Patna: The liquor ban in Bihar has resulted in a dip in criminal cases, women feeling their opinion was valued more and in people spending their money in clothes and food items instead of alcohol, according to two studies mandated by the Bihar government. One of the studies, conducted by the think tank Asian Development Research Institute or ADRI, found the sale of expensive sarees rose by 1,751 per cent and expensive dress materials rose by 910 per cent.
- Honey, cheese consumption rose 6 months after Bihar's liquor ban
- Sale of expensive sarees rose by 1,751 per cent
- Studies were mandated by the Bihar government to study ban's impact
It found the consumption of honey and cheese rose by 380 per cent and 200 per cent respectively in the first six months since the ban was implemented in April, 2016.

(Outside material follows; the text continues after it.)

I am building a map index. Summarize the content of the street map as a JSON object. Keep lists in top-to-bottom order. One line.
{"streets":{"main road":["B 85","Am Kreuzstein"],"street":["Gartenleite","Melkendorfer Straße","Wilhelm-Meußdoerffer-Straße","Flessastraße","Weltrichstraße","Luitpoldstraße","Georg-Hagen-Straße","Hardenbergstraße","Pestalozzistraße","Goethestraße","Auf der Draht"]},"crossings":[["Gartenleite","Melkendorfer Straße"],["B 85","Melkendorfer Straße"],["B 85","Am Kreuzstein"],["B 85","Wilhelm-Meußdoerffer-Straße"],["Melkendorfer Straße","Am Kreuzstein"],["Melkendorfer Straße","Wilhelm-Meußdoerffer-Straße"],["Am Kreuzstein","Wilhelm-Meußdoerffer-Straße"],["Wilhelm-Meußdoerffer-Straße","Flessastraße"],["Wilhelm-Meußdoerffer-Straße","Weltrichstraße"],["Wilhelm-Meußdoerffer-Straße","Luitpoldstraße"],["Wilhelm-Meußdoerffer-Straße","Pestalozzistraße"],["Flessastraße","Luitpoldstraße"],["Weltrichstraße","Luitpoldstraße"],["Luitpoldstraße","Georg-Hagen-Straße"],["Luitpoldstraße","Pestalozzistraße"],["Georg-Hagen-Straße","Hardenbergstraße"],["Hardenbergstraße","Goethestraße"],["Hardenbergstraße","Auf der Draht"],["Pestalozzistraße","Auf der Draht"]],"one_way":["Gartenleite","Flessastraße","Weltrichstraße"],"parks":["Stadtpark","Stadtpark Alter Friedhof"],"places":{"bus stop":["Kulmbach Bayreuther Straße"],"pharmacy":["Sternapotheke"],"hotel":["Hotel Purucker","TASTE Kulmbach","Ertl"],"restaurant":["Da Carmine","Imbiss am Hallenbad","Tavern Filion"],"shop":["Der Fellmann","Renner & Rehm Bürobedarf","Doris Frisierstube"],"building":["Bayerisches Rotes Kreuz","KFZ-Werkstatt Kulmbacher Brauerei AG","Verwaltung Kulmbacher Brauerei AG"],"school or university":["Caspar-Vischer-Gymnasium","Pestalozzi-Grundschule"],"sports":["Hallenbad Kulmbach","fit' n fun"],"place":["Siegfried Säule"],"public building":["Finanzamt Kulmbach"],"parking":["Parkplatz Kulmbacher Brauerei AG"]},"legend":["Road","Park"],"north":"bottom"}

The study also found that 58 per cent women felt they were given more respect and played a better role in making household decisions, while 22 per cent said their opinion was counted not just for household matters, but village issues as well, according to news agency Press Trust of India.

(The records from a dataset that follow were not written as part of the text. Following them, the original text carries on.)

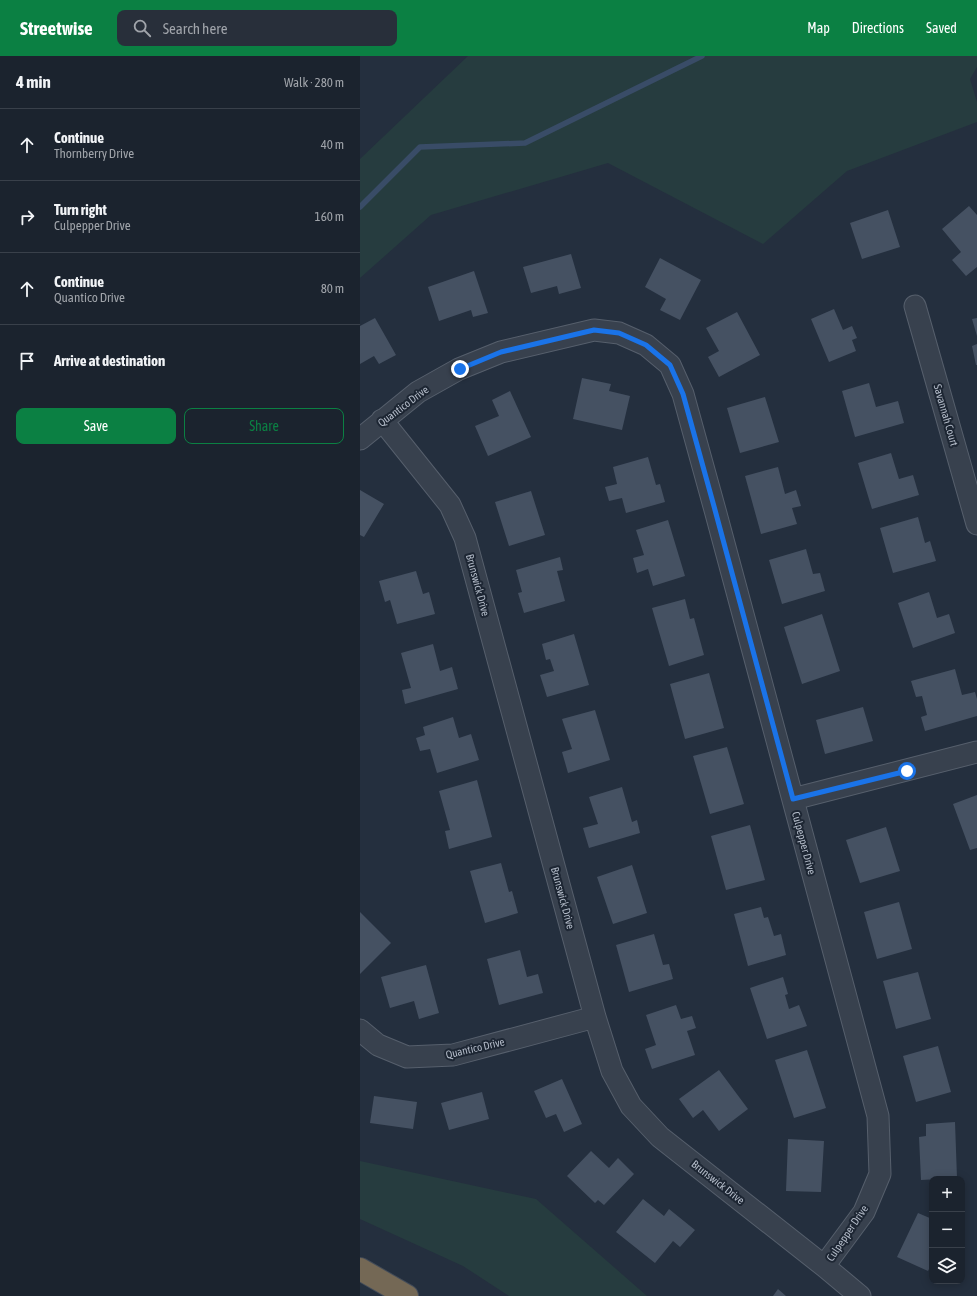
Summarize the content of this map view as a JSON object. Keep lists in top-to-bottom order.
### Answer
{
  "streets": {
    "street": [
      "Quantico Drive",
      "Savannah Court",
      "Brunswick Drive",
      "Culpepper Drive"
    ]
  },
  "crossings": [
    ["Quantico Drive", "Brunswick Drive"],
    ["Quantico Drive", "Culpepper Drive"],
    ["Brunswick Drive", "Culpepper Drive"]
  ],
  "page": {
    "header": "Streetwise",
    "search": "Search here",
    "nav": ["Map", "Directions", "Saved"],
    "heading": ["4 min", "Walk · 280 m"],
    "list": [
      ["Continue", "Thornberry Drive", "40 m"],
      ["Turn right", "Culpepper Drive", "160 m"],
      ["Continue", "Quantico Drive", "80 m"],
      "Arrive at destination"
    ],
    "buttons": ["Save", "Share"],
    "map_buttons": ["+", "−"]
  }
}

The study also found a 66.6 per cent dip in cases of kidnapping for ransom and a 28.3 per cent dip in murder cases.
The state's 44 lakh alcoholics, according to consumption figures from 2011, saved Rs 440 crore every month which comes to Rs 5,280 crore every year, instead of spending that money on liquor, cited the study, according to PTI.
The other study, carried out by government-funded knowledge institute Development Management Institute or DMI, cited a "substantial economic impact" on the ban of alcohol. Data from 2,368 households in five districts of Nawada, Purnea, Samastipur, West Champaran and Kaimur showed people spent Rs 1,331 per week on food, compared to Rs 1,005, before the liquor ban, an increase of 32 per cent, according to PTI.
Both the ADRI and DMI studies found 19 per cent of households acquired new assets from the money that was earlier spent on liquor.
Prohibition, which Bihar Chief Minister Nitish Kumar said would take the shape of a social movement, was implemented partially on April 1, 2016 and fully on April 6. The ban had Mr Kumar on the receiving end of criticism. BJP's Sushil Kumar Modi, whose party was then opposed to Nitish Kumar's JDU-RJD government, had alleged ministers and lawmakers in his government were "habitual drinkers".
"There is a climate of fear everywhere," Mr Modi had said.
Many had also cited unintended consequences of prohibition, including sending more than 14,000 people to jail since April in the state, where prisons are already overcrowded.
Bihar, then the country's emerging brewery hub, with local and foreign companies setting up plants, had to stop production, leading to more than 600 labourers losing their jobs.